Median home prices remain unaffordable for most.

According to a new report from ATTOM Data Solutions, median home prices in the fourth quarter of 2019 were classified as unaffordable for the average wage earner in 71% of the U.S. counties analyzed.

However, in Q3, that figure was 73%. A year ago, it was 75%.

The slight decline in the number of unaffordable counties was due, in part, to the year’s drop in mortgage rates.

Home prices rose across the country by 9% year over year in the fourth quarter of 2019, and the typical home remained a financial stretch for average wage earners,” said Todd Teta, chief product officer with ATTOM Data Solutions. “However, homes were actually a bit more affordable because of declining mortgage rates combined with rising pay to overcome the continued price run-up.”

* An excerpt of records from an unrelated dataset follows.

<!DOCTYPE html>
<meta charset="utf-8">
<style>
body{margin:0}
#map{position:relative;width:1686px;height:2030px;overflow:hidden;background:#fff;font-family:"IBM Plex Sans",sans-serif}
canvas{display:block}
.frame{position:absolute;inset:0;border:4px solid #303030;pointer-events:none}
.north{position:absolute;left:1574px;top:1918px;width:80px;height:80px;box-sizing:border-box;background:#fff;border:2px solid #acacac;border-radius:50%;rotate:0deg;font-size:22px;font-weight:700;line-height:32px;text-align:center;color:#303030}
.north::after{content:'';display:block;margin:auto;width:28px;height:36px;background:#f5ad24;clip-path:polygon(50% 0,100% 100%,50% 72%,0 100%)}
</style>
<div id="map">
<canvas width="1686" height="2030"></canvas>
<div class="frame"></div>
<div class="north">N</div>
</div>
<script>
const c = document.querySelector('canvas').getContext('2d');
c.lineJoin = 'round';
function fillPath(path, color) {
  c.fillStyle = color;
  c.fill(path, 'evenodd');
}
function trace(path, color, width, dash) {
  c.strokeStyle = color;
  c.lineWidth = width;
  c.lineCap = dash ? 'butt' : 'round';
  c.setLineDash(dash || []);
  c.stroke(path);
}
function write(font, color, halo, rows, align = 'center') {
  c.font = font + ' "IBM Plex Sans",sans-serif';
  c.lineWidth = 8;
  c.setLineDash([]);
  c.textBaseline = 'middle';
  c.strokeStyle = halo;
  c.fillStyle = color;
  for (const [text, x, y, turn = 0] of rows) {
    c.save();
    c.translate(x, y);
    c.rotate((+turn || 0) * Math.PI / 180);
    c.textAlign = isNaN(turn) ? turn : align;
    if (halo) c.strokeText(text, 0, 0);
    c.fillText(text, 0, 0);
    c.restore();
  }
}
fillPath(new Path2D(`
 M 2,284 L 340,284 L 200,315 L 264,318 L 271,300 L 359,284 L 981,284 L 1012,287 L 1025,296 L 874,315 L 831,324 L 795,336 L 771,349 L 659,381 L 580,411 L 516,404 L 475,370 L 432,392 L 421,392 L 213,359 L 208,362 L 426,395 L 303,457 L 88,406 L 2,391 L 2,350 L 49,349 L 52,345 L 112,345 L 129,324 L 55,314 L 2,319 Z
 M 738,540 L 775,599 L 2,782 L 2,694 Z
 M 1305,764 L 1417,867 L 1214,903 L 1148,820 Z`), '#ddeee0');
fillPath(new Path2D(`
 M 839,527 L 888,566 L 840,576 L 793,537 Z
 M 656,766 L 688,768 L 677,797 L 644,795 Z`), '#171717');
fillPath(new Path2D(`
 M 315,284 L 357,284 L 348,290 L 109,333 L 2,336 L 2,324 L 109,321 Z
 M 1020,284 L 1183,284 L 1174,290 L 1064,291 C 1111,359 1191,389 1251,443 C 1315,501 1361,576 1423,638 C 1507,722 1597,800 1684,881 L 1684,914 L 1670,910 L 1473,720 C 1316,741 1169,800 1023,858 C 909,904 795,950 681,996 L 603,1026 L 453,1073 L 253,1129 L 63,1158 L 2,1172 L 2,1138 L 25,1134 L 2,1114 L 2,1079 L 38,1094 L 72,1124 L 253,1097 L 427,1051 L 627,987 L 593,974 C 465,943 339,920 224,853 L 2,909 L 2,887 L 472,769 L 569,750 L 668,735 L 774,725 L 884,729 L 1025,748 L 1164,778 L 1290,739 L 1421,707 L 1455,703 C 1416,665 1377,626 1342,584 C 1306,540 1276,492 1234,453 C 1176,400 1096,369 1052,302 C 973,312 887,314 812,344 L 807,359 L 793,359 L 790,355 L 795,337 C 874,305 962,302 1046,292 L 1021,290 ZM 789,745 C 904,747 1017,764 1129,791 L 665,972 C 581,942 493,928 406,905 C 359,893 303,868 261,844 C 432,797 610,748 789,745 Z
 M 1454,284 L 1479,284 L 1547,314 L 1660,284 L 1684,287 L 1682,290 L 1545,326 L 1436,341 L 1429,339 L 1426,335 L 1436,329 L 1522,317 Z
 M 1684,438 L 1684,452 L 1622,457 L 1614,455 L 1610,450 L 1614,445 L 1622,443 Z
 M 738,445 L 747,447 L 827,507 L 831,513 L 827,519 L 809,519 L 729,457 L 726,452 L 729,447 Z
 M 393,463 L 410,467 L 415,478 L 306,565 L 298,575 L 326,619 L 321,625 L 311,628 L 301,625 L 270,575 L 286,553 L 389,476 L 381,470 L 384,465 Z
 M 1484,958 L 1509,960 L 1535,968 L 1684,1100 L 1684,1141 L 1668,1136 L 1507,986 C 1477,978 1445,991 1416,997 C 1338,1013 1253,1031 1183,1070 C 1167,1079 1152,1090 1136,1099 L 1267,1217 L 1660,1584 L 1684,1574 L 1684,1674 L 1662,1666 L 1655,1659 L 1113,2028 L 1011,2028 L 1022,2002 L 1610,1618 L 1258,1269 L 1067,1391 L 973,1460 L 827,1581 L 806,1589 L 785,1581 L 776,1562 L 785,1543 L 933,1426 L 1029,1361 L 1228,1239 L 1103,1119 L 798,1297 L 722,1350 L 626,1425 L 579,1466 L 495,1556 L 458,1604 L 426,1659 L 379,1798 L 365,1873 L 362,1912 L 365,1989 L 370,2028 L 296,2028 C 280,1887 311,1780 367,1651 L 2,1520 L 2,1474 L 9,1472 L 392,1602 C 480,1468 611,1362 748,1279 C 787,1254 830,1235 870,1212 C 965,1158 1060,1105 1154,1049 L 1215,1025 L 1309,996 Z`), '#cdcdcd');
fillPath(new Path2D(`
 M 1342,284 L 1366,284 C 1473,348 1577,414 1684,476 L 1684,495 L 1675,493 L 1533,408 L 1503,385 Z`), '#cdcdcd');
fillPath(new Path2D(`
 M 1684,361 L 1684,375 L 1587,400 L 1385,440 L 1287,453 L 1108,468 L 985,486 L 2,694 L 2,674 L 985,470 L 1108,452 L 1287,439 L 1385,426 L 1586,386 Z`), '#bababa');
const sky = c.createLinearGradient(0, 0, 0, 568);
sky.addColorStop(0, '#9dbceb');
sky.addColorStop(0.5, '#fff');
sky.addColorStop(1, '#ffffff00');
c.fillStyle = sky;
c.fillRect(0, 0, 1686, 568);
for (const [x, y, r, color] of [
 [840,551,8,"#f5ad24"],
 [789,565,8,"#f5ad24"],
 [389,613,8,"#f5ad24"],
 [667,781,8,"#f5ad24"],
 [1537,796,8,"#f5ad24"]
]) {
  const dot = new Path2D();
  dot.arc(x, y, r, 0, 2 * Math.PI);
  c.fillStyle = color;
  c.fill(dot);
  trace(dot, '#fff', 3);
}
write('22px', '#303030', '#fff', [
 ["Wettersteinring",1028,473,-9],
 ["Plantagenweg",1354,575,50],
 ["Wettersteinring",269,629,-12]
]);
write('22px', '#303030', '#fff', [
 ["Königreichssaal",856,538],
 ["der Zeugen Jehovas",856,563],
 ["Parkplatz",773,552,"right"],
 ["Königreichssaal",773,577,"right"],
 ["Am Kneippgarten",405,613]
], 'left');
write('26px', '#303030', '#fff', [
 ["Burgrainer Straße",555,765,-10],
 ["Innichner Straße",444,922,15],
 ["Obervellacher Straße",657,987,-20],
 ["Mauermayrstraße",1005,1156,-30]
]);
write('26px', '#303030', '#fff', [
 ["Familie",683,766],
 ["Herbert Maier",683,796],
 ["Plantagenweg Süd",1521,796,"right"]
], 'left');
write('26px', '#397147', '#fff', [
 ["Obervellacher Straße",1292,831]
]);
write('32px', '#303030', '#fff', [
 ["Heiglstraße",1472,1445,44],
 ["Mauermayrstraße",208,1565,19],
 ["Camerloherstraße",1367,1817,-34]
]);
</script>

Meanwhile, 64% of the counties required at least 30% of consumers’ annualized weekly wages to buy a home as of Q4.

Consequently, 36% of the counties required less than 30% of annualized weekly wages to purchase a home.

Historically, 53% of the counties were found more affordable than previous affordability averages in Q4. In Q3, that figure was 48%.

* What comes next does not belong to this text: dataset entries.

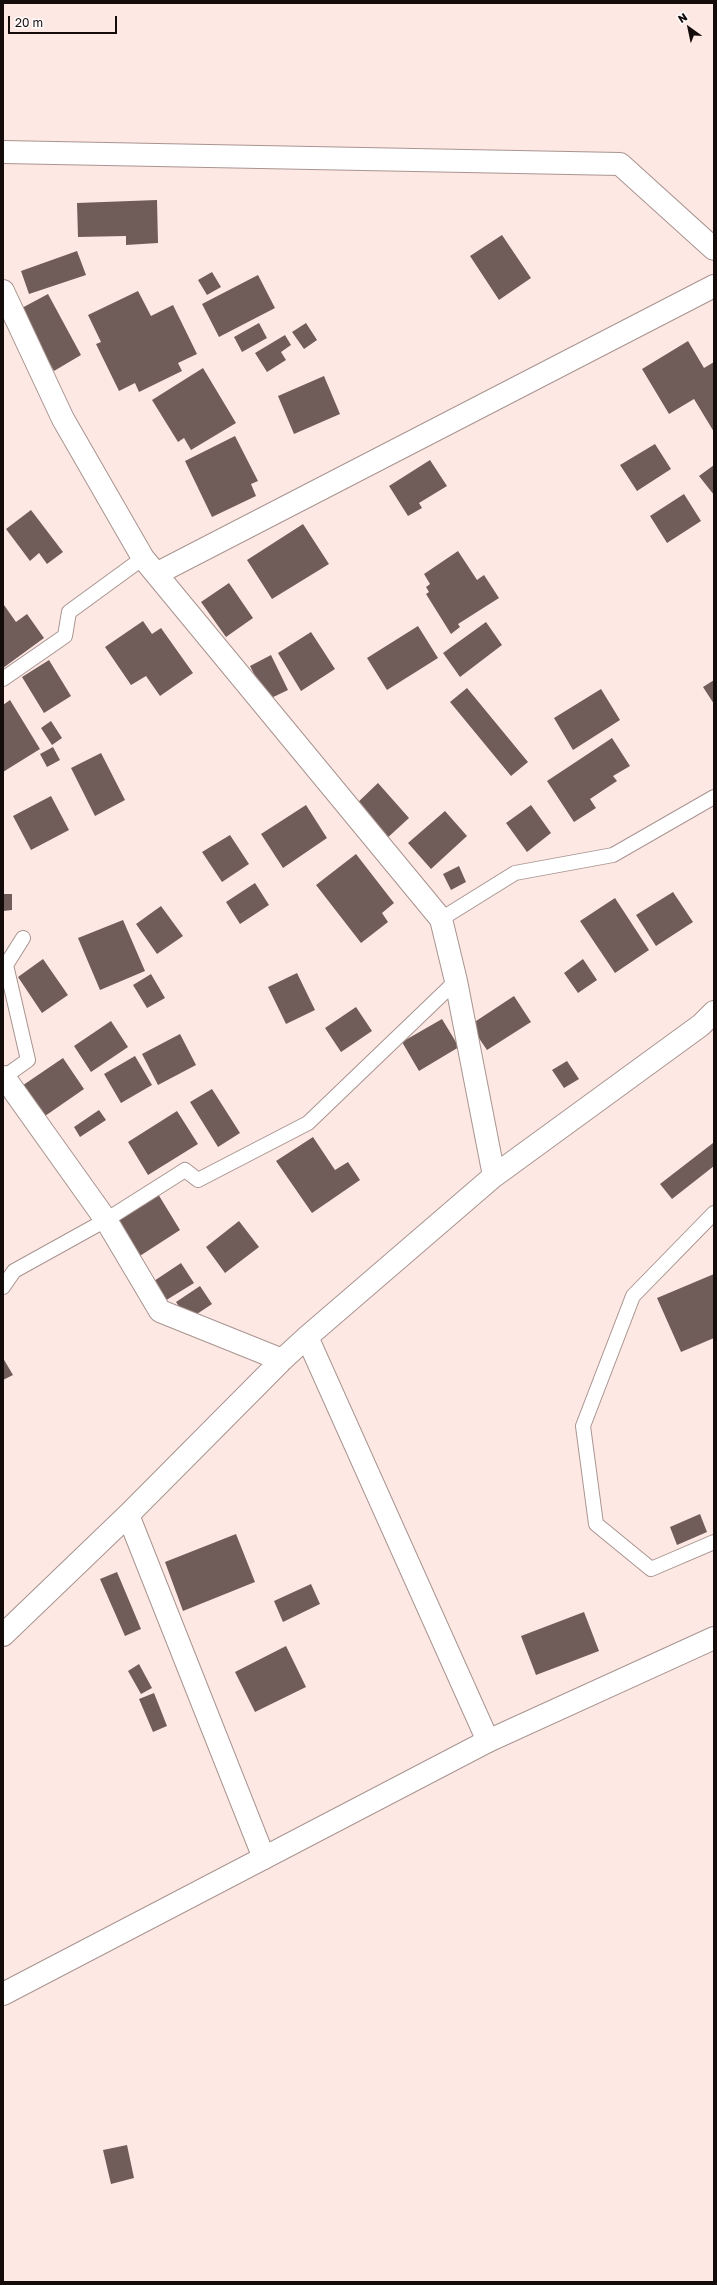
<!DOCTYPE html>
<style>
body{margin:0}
#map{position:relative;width:717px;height:2285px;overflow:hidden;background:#fee8e4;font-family:"Golos Text",sans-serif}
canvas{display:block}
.frame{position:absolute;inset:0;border:4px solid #130c0b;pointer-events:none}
.north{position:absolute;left:669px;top:8px;width:40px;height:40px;-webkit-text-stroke:3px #fefaf9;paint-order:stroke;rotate:327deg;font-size:11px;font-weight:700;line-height:16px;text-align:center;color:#130c0b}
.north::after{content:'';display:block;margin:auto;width:14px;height:18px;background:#130c0b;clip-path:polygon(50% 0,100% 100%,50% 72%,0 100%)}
.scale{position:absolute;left:8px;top:16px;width:109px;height:18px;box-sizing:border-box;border:2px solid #130c0b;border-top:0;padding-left:5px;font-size:12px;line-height:14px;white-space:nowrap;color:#130c0b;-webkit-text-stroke:3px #fefaf9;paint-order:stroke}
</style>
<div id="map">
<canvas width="717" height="2285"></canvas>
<div class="frame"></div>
<div class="north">N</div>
<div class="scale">20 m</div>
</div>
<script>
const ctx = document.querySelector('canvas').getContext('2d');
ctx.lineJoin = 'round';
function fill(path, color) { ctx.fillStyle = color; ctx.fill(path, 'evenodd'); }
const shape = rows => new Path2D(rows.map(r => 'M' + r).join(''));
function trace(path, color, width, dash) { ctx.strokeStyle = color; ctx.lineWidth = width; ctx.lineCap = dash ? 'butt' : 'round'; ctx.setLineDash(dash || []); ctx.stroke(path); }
fill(shape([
 [157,200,158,243,126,245,126,236,78,237,77,203],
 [502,235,531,278,499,300,470,256],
 [77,251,86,275,29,294,21,271],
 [212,272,221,287,207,295,198,280],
 [258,275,275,308,219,337,202,304],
 [138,291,151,316,173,305,197,354,178,363,182,371,139,392,135,383,119,391,96,344,101,342,88,315],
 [48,294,81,355,54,371,20,309],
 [259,323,267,338,242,352,234,337],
 [306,323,317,340,304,349,292,332],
 [285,335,291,345,281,352,286,360,267,372,255,353],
 [688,341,704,368,714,362,714,432,694,399,669,414,642,369],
 [203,368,236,423,191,450,184,438,178,442,152,400],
 [324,376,340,414,294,434,278,396],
 [235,436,258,481,251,484,256,496,212,517,185,461],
 [655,444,671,469,637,491,620,465],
 [430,460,447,486,419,503,422,508,408,516,389,486],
 [714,465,714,495,699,476],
 [684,494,701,521,667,543,650,516],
 [31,510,63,552,47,564,39,553,30,561,6,529],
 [303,524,329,564,272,599,247,560],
 [458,551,477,580,484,575,499,598,458,624,460,627,451,634,426,594,429,592,426,587,430,584,424,574],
 [229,583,253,618,226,637,201,602],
 [4,605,16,622,27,614,44,638,3,668],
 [143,621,152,634,161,628,193,673,160,696,146,676,131,685,105,647],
 [486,622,502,645,460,677,443,653],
 [418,626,438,658,387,690,367,658],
 [311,632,335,669,301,691,278,653],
 [271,655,288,690,267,700,250,666],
 [49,660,71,696,44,713,22,677],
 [714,680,714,704,703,687],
 [467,688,528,762,511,776,450,702],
 [601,689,620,720,573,750,554,718],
 [10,700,40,749,3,772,3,705],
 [51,721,62,738,52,745,41,728],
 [612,738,630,766,613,776,617,781,590,799,596,808,574,822,547,781],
 [53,747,60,760,47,767,40,754],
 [101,753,125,800,95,816,71,768],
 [378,783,409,818,384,841,353,807],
 [51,796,69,830,31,850,13,816],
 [306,805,327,838,283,868,261,834],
 [531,805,551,833,527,852,506,823],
 [445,811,467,836,431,869,408,843],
 [230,835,249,864,222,882,202,852],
 [356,854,394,903,382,913,388,922,361,943,316,885],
 [459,866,466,882,451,890,443,874],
 [255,883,269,905,240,924,226,902],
 [673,892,693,922,656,946,636,915],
 [3,894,12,894,12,910,3,911],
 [615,898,649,950,615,973,580,921],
 [161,906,183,936,157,954,136,924],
 [123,920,145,971,100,990,78,938],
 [43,959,68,995,42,1013,18,977],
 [583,959,597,980,578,993,564,973],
 [297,973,315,1010,286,1024,268,987],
 [151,974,165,998,147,1008,133,985],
 [514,996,531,1022,487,1050,470,1025],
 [356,1007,372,1031,341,1052,325,1028],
 [442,1019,459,1047,419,1071,402,1042],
 [111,1021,128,1047,91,1072,74,1046],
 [180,1034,196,1065,158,1085,142,1054],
 [135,1056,152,1085,121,1103,104,1074],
 [63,1058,84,1089,32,1125,10,1094],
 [567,1061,579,1079,564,1088,552,1070],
 [212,1089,240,1133,218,1147,190,1102],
 [99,1110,106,1120,80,1137,74,1127],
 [177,1111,198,1144,148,1175,128,1142],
 [313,1137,335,1170,348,1162,360,1180,312,1213,276,1161],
 [713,1143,714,1166,672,1199,660,1184],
 [158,1194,180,1230,129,1263,107,1227],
 [239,1221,259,1247,225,1273,206,1247],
 [181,1263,194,1283,160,1304,148,1285],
 [714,1274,714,1338,681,1352,657,1298],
 [200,1286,212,1304,188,1320,176,1302],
 [3,1358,13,1375,3,1380],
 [700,1514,707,1532,677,1545,670,1527],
 [236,1534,255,1582,183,1611,165,1562],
 [117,1572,141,1629,125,1636,100,1579],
 [311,1584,320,1604,283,1622,274,1601],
 [584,1612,599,1651,536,1675,521,1636],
 [286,1646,306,1687,255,1712,235,1672],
 [139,1664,152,1688,141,1694,128,1671],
 [154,1693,167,1726,153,1732,139,1699],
 [127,2145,134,2178,111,2184,103,2150]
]), '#705d5a');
const lane = shape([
 [3,679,65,636,69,612,143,558],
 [441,919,515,873,613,855,714,797],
 [4,1077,28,1060,6,965,23,938],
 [714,1213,633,1296,583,1426,596,1524,651,1569,714,1542],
 [3,1287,14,1271,106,1220,185,1170,198,1180,308,1123,456,981]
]);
const street = shape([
 [3,152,620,164,714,249],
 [3,291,63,419,143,558,441,919,456,981,494,1176],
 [158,573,714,286],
 [4,1077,106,1220,160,1311,282,1360],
 [307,1337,488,1741],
 [128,1515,264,1858],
 [3,1635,128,1515,282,1360,307,1337,494,1176,701,1025,714,1012]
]);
const secondary = shape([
 [3,1994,488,1741,714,1638]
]);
trace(lane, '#a89490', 16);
trace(street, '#a89490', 24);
trace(secondary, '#a89490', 24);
trace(lane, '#fff', 14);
trace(street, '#fff', 22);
trace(secondary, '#fff', 22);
</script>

On the unaffordable side, 47% of counties were less affordable than their historic affordability averages in Q4, down from 52% of counties in Q3 and 71% of counties in Q4 of 2018.

“As long as people are earning more money and shelling out less to pay off home loans, the market should remain strong with prices continuing to rise, at least in the near term,” Teta said. “Those are big ifs, but for now this report offers some decent findings for both home seekers and home sellers.”